EXERCISE MATERIALS START

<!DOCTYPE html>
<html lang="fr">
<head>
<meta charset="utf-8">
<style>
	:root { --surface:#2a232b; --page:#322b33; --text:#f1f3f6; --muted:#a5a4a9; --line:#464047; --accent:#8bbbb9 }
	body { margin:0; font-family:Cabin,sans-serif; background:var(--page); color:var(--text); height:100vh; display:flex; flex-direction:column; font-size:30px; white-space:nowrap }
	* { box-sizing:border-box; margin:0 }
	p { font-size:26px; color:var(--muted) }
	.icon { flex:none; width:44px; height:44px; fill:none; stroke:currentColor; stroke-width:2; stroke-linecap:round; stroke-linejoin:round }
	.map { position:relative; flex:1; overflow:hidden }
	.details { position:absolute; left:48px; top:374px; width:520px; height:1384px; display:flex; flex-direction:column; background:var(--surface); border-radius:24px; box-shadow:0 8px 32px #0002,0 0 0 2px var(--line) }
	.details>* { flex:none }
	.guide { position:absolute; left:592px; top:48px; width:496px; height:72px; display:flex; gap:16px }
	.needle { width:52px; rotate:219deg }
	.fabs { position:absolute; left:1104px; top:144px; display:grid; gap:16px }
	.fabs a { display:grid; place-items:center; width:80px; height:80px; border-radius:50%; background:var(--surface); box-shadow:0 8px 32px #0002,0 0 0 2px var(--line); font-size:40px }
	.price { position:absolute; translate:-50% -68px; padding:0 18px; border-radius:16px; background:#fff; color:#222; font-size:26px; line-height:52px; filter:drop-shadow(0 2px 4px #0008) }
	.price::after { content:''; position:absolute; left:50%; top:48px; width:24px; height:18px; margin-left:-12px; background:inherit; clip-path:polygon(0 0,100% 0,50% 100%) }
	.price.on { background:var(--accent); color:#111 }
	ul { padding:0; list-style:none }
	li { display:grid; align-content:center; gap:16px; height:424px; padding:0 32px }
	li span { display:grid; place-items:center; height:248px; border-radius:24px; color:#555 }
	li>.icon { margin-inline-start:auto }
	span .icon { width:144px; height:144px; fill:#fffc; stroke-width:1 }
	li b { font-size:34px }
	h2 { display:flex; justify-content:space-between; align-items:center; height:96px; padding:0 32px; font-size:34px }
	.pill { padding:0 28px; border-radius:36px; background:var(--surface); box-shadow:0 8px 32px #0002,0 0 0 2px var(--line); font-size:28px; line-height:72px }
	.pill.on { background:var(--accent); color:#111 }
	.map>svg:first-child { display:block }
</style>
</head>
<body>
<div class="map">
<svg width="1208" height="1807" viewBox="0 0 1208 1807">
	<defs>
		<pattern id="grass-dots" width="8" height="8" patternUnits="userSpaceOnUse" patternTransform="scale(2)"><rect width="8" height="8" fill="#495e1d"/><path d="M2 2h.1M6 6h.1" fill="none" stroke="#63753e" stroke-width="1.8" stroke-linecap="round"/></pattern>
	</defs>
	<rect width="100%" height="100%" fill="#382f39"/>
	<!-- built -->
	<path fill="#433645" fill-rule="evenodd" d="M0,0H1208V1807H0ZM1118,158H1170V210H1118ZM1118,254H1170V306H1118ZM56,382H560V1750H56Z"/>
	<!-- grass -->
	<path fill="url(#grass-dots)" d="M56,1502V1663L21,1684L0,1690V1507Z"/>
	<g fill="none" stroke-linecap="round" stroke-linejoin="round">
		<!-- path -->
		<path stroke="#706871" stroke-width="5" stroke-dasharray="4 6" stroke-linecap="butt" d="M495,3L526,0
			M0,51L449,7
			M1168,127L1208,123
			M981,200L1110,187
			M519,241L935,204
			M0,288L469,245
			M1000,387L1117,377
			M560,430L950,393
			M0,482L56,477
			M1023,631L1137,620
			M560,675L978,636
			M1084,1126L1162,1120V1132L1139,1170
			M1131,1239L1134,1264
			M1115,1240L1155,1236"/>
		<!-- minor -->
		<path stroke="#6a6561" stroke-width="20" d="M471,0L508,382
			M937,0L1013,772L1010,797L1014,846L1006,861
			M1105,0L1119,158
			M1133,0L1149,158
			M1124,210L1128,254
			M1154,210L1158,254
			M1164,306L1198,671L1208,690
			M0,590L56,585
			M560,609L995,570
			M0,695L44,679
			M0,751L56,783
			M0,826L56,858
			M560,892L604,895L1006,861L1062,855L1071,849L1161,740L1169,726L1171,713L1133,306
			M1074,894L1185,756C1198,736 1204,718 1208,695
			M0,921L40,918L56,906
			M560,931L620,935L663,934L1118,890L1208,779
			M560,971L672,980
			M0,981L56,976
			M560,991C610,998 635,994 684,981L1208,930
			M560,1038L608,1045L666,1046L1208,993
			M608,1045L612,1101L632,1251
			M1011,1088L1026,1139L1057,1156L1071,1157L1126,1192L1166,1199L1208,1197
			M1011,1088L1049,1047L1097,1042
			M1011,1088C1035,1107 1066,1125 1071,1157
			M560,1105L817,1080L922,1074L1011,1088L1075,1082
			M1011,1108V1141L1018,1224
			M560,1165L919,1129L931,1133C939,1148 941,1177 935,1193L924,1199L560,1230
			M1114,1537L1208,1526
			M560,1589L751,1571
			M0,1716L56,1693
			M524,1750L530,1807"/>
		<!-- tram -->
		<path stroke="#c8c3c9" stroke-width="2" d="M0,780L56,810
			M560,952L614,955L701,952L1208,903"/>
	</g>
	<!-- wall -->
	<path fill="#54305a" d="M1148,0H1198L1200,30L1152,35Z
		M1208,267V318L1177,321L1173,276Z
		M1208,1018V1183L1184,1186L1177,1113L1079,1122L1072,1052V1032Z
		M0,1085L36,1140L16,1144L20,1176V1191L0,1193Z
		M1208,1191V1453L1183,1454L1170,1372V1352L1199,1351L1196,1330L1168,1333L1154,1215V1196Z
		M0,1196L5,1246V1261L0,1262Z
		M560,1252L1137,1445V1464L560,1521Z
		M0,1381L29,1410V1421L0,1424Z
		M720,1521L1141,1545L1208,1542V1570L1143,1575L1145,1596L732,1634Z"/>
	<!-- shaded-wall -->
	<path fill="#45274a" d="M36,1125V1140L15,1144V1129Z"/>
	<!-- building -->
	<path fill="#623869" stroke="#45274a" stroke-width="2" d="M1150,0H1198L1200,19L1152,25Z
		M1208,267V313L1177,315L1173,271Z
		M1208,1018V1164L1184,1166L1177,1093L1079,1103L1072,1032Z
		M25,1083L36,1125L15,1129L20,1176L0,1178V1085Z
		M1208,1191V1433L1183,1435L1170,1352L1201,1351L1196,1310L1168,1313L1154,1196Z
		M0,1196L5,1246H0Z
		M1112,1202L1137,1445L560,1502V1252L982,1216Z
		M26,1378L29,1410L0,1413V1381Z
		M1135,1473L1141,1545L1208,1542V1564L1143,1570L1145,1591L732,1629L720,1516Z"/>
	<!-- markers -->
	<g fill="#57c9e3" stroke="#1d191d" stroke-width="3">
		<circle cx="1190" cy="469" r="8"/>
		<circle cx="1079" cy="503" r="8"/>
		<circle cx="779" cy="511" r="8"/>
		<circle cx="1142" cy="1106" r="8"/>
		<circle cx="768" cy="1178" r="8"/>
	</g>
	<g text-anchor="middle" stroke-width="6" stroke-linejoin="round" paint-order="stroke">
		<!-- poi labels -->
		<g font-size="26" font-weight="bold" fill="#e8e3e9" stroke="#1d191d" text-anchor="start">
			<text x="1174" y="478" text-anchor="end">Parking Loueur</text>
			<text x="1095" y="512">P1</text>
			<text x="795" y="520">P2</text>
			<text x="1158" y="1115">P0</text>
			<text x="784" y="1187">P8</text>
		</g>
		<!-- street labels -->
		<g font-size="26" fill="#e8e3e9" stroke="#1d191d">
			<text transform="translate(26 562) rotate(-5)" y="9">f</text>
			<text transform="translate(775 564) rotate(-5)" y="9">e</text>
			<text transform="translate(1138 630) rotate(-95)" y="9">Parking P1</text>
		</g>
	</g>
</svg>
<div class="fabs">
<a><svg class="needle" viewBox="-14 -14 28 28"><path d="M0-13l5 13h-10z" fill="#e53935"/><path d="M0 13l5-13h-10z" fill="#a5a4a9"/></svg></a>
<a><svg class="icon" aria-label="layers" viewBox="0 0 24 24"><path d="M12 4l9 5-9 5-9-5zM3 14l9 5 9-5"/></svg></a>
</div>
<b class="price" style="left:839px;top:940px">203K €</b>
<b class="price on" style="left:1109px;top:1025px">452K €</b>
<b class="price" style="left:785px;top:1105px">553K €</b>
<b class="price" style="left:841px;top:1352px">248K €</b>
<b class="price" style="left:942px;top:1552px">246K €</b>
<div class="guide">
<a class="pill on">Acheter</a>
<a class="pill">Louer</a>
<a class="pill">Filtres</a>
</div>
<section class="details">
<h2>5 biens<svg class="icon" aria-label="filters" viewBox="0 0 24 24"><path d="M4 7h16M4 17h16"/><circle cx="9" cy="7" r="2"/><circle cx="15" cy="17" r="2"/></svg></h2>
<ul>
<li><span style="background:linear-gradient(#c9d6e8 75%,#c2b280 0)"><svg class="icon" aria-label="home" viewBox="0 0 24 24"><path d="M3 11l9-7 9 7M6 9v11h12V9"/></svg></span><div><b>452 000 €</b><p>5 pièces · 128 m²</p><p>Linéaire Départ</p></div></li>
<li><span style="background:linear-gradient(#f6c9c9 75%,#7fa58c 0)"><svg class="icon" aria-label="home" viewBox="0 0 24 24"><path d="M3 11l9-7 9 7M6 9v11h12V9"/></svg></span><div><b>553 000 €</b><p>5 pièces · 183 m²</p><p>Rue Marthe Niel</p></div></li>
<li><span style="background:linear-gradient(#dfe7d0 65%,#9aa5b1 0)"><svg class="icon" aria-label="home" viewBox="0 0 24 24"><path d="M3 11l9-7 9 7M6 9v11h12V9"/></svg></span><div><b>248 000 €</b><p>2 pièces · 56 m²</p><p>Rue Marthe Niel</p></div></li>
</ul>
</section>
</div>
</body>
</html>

EXERCISE MATERIALS END

Take each line above that holds the string "body" and copy it.

	body { margin:0; font-family:Cabin,sans-serif; background:var(--page); color:var(--text); height:100vh; display:flex; flex-direction:column; font-size:30px; white-space:nowrap }
<body>
</body>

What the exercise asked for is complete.